Masa nifas ( puepurium ) adalah masa setelah keluarnya placenta sampai alat – alat reproduksi pulih seperti sebelum hamil dan secara normal masa nifas berlangsung selama 6 minggu atau 40 hari. ( AsKeb Ibu Masa Nifas )
Masa nifas adalah periode sekitar 6 minggu sesudah melahirkan anak, ketika alat – alat reproduksi tengah kembali kepada kondisi normal. ( Barbara F. Weller, 2005 )
Jadi dapat disimpulkan bahwa masa nifas atau post partum adalah masa setelah kelahiran bayi pervaginam dan berakhir setelah alat-alat kandungan kembali seperti semula tanpa adanya komplikasi.

B. ETIOLOGI
1.    Penurunan kadar progesterone.
Progesteron menimbulkan relaksasi otot-otot rahim, sebaliknya estrogen meninggikan ketentraman otot rahim.
2.    Penurunan kadar progesterone.
Pada akhir kehamilan kadar oksitosin bertambah, oleh karena itu timbul kontraksi otot rahim.
3.    Keregangan otot-otot.
Dengan majunya kehamilan makin regang otot-otot dan otot-otot rahim makin rentan.
4.    Pengaruh janin.
Hypofisis dan kelenjar suprarenal janin rupa-rupanya juga memegang peranan oleh karena itu pada enencephalus kehamilan sering lebih lama dan biasa.

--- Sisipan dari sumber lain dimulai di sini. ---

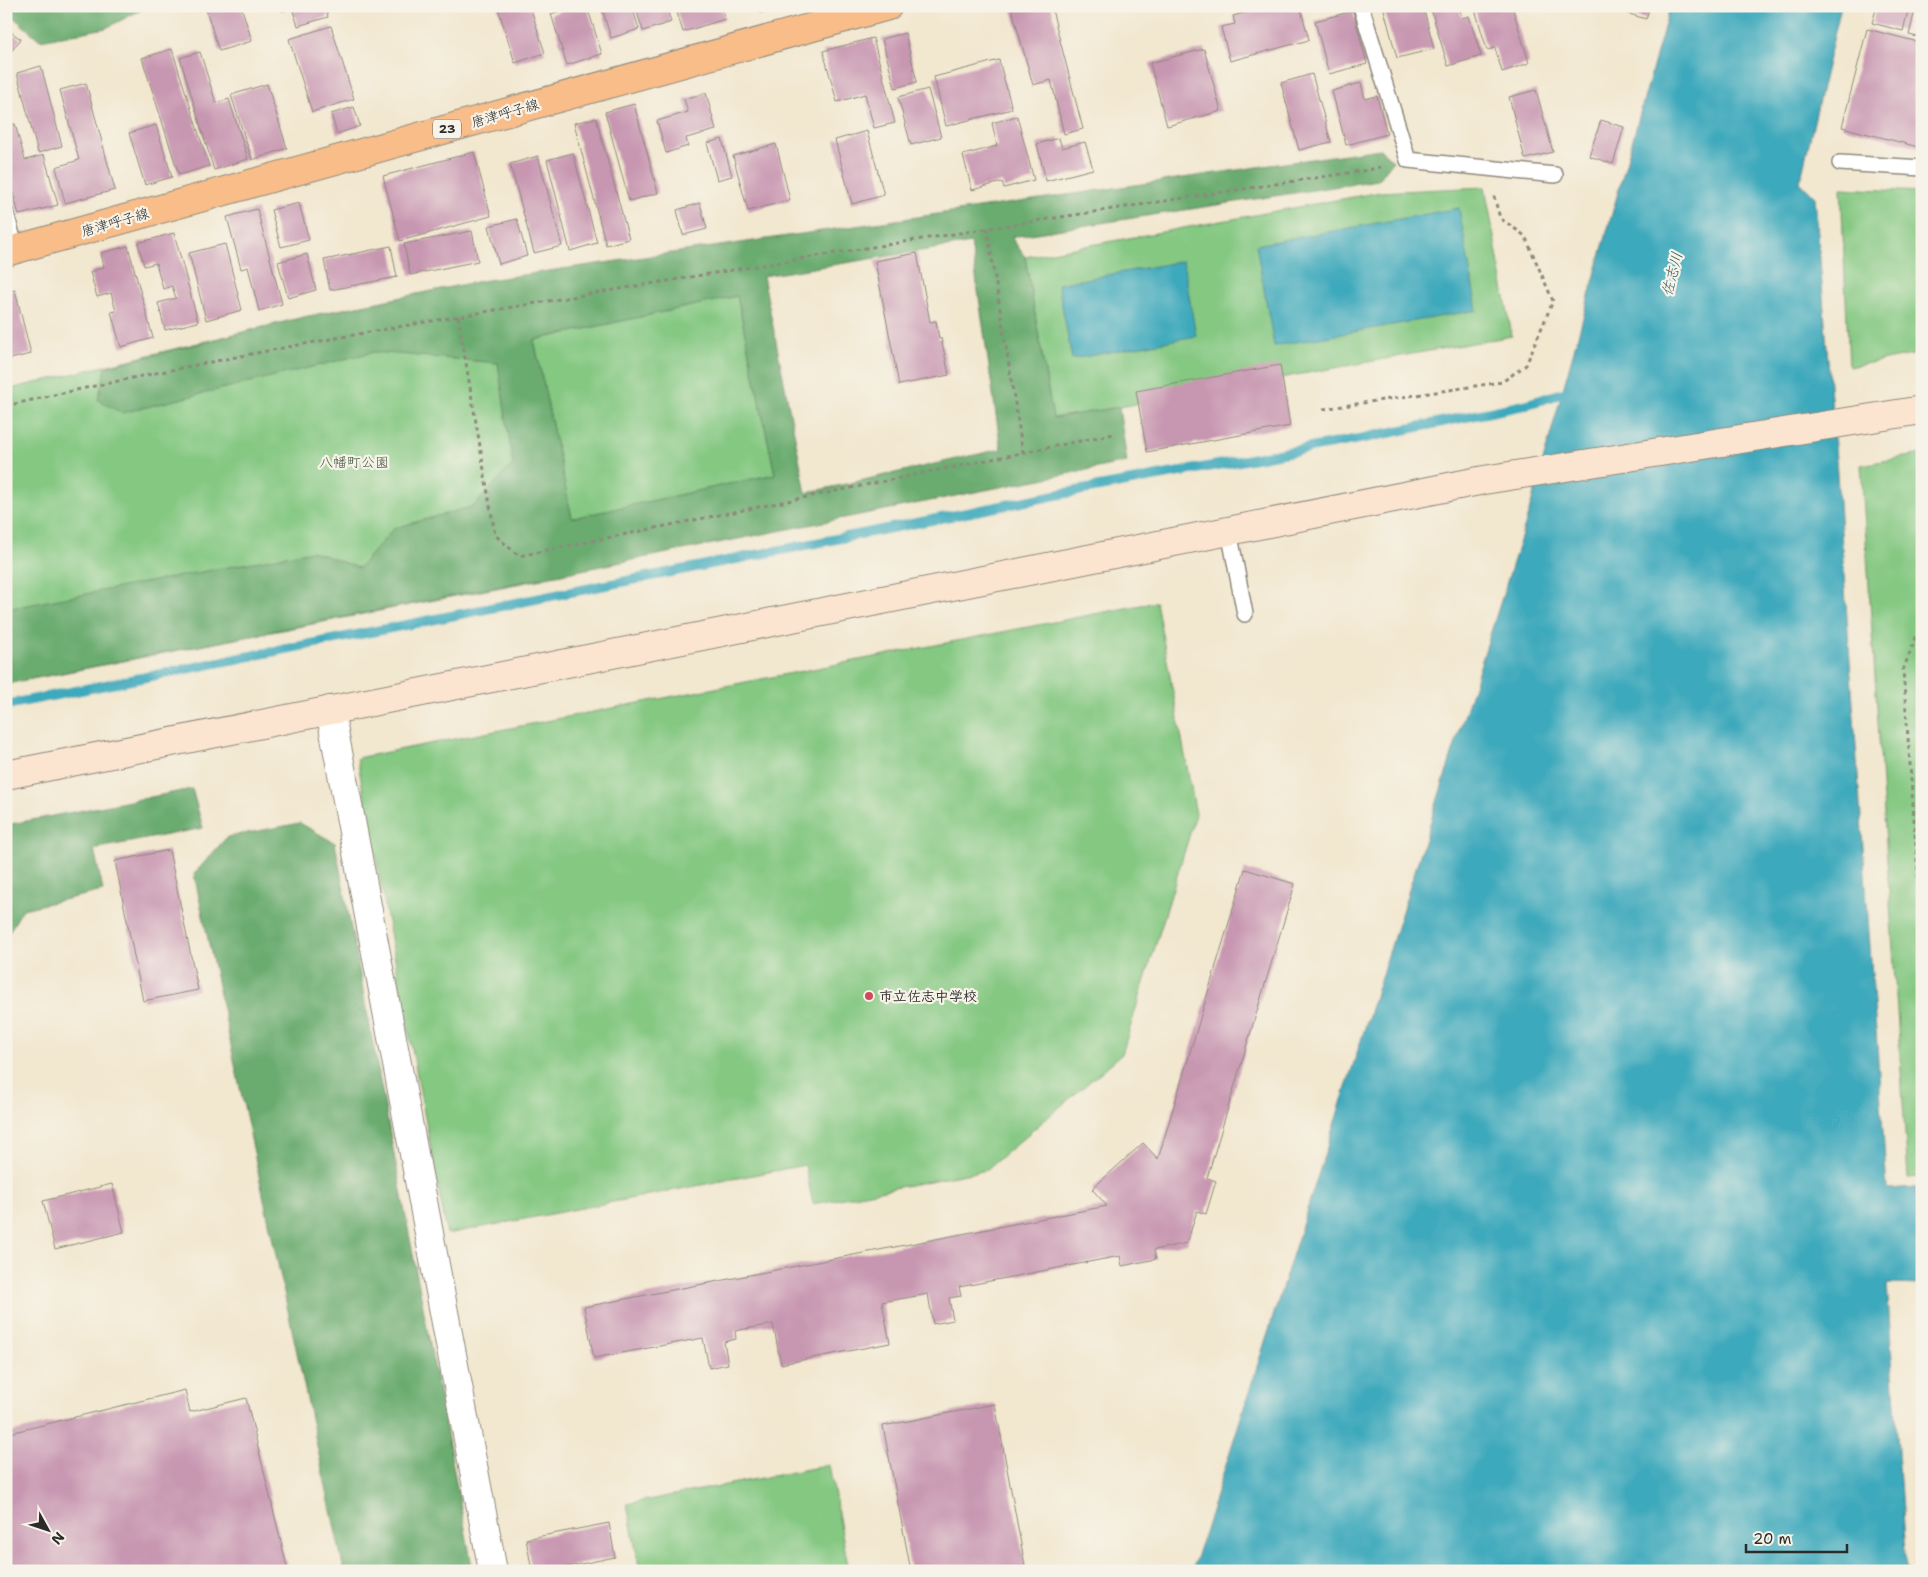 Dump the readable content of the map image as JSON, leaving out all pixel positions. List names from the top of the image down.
{
  "streets": {
    "main road": ["唐津呼子線", "23"]
  },
  "water": ["佐志川"],
  "parks": ["八幡町公園"],
  "places": ["市立佐志中学校"],
  "scale_bar": "20 m",
  "north": "bottom right"
}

5.     Teori prostaglandin.
Teori prostaglandin yang dihasilkan dan decidua, disangka menjadi salah satu sebab permulaan persalinan. ( Rustma Muchtar, 1998 )


C. MANIFESTASI KLINIS
1. Perubahan Sistem Reproduksi.
a. Involusi Uterus.
Adalah kembalinya uterus ke keadaan sebelum hamil baik dalam bentuk maupun posisi. ( AsKeb Ibu Masa Nifas, 2011 ) Proses involusi berlangsung sekitar 6 minggu.

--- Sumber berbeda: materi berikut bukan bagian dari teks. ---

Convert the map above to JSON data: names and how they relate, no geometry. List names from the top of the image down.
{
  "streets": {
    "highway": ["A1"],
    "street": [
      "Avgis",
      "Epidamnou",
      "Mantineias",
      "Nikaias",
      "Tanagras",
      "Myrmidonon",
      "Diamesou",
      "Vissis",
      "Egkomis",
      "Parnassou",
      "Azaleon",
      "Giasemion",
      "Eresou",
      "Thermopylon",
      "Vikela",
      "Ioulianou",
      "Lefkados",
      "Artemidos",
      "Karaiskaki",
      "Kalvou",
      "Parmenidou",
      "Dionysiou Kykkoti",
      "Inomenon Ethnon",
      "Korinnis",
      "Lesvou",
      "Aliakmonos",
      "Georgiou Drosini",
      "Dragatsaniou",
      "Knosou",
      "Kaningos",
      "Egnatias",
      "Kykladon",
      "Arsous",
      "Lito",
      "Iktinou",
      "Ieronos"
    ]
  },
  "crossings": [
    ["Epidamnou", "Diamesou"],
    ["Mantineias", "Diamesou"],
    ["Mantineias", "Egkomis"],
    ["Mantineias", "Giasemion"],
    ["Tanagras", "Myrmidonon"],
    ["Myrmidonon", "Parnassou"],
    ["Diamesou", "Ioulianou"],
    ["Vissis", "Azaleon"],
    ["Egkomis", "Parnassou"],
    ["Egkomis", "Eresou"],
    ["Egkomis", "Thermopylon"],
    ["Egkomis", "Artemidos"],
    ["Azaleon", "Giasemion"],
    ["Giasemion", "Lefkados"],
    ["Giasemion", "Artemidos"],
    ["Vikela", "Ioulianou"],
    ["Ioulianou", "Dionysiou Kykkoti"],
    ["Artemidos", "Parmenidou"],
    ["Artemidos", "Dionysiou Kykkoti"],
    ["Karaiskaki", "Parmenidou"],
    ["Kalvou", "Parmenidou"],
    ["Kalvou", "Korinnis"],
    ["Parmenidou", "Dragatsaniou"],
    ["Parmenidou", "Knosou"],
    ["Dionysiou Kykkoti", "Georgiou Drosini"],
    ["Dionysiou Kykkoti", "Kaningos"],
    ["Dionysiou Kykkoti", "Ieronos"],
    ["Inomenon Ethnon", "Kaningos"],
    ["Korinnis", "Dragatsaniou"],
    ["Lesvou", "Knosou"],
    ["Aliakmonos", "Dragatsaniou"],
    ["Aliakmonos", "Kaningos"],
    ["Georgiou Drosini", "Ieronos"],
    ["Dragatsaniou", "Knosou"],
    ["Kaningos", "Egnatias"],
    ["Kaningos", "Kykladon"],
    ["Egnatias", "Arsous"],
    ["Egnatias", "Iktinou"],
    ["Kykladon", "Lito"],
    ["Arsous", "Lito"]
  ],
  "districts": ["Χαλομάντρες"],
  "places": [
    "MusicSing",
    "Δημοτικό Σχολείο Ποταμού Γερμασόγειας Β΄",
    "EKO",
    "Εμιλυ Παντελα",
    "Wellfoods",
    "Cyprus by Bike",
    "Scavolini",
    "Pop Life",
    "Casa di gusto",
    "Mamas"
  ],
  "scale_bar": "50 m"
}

Selama proses involusi, uterus menipis dan mengeluarkan lochea yang digantikan dengan endometrium baru. Setelah kelahiran bayi dan placenta terlepas, otot uterus berkontraksi sehingga sirkulasi darah yang menuju uterus berhenti dan kejadian ini disebut iskemia.

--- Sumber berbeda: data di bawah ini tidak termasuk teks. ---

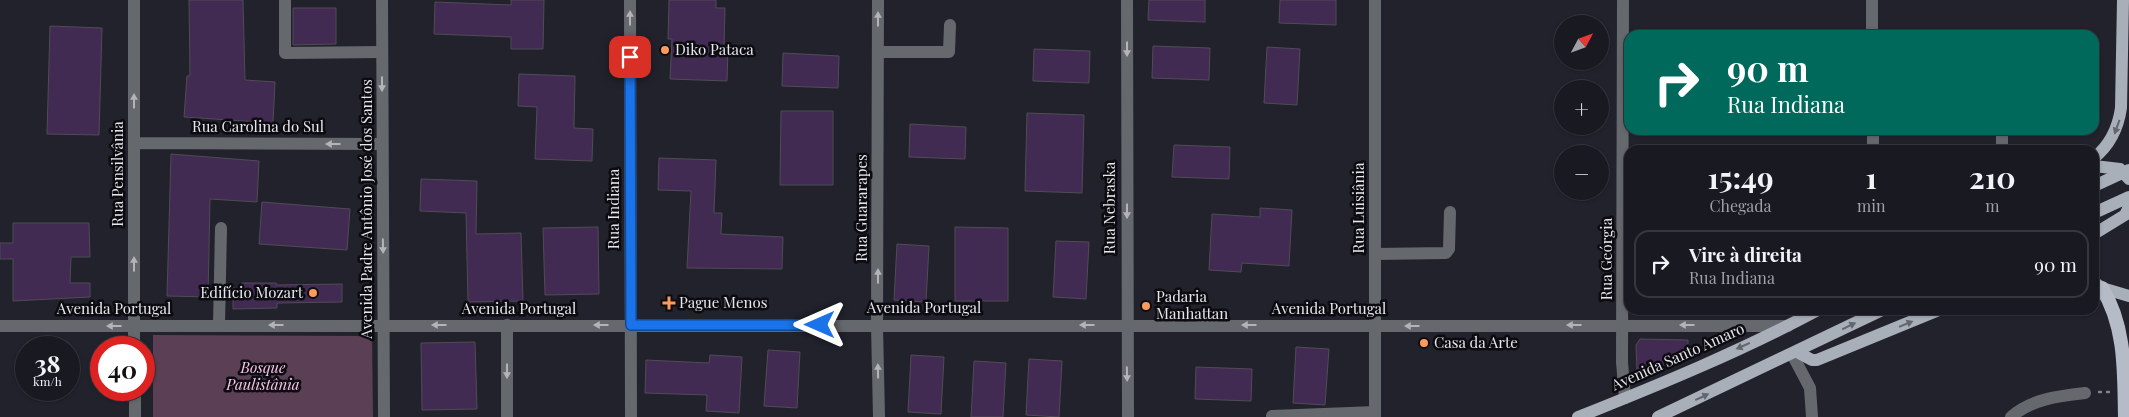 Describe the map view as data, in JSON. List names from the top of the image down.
{
  "streets": {
    "main road": ["Avenida Santo Amaro"],
    "street": [
      "Rua Carolina do Sul",
      "Rua Pensilvânia",
      "Rua Guararapes",
      "Rua Nebraska",
      "Rua Luisiânia",
      "Avenida Padre Antônio José dos Santos",
      "Rua Indiana",
      "Rua Geórgia",
      "Avenida Portugal"
    ]
  },
  "crossings": [
    ["Rua Carolina do Sul", "Rua Pensilvânia"],
    ["Rua Carolina do Sul", "Avenida Padre Antônio José dos Santos"],
    ["Rua Pensilvânia", "Avenida Portugal"],
    ["Rua Guararapes", "Avenida Portugal"],
    ["Rua Nebraska", "Avenida Portugal"],
    ["Rua Luisiânia", "Avenida Portugal"],
    ["Avenida Padre Antônio José dos Santos", "Avenida Portugal"],
    ["Rua Indiana", "Avenida Portugal"],
    ["Rua Geórgia", "Avenida Portugal"],
    ["Rua Geórgia", "Avenida Santo Amaro"],
    ["Avenida Portugal", "Avenida Santo Amaro"]
  ],
  "one_way": [
    "Rua Carolina do Sul",
    "Rua Pensilvânia",
    "Rua Guararapes",
    "Rua Nebraska",
    "Avenida Padre Antônio José dos Santos",
    "Rua Indiana",
    "Avenida Portugal"
  ],
  "parks": ["Bosque Paulistânia"],
  "places": {
    "other": [
      "Diko Pataca",
      "Edifício Mozart",
      "Padaria Manhattan",
      "Casa da Arte"
    ],
    "health": ["Pague Menos"]
  },
  "north": "top right",
  "page": {
    "map_buttons": ["+", "−"],
    "turn": ["90 m", "Rua Indiana"],
    "eta": [
      "15:49",
      "Chegada",
      "1",
      "min",
      "210",
      "m"
    ],
    "list": [
      {
        "name": "Vire à direita",
        "note": "Rua Indiana",
        "value": "90 m"
      }
    ],
    "speed": "38 km/h",
    "limit": "40"
  }
}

Mengenai tinggi fundeus uterus dan berat uterus menurut masa involusi sebagai berikut :
1) Autoliysis
Autoliysis merupakan proses penghancuran diri sendiri yang terjadi di dalam otot uterine. Enzim proteolitik akan memendekkan jaringan otot yang telah sempat mengendur hingga 10 kali panjangnya dari semula dan 5 kali lebar dari semula selama kehamilan, atau dapat juga dikatakan sebagai pengrusakan secara langsung jaringan hipertropi yang berlebihan hal ini disebabkan karena penuruna hormone estrogen dan progesterone. Sitoplasma sel yang berlebih akan tercerna sendiri sehingga tertinggal jaringan fibroelastic dalam jumlah renik sebagai bukti kehamilan.
2) Atrofi jaringan
Jaringan yang berpoliferasi dengan adanya estrogen dalam jumlah besar, kemudian mengalami atrofi sebagai reaksi terhadap penghentian produksi estrogen yang menyertai pelepasan placenta. Selain perubahan atrofi pada otot – otot uterus, lapisan deciduas akan mengalami atrofi dan terlepas dengan meninggalkan lapisan basal yang akan beregenerasi menjadi endometrium yang baru.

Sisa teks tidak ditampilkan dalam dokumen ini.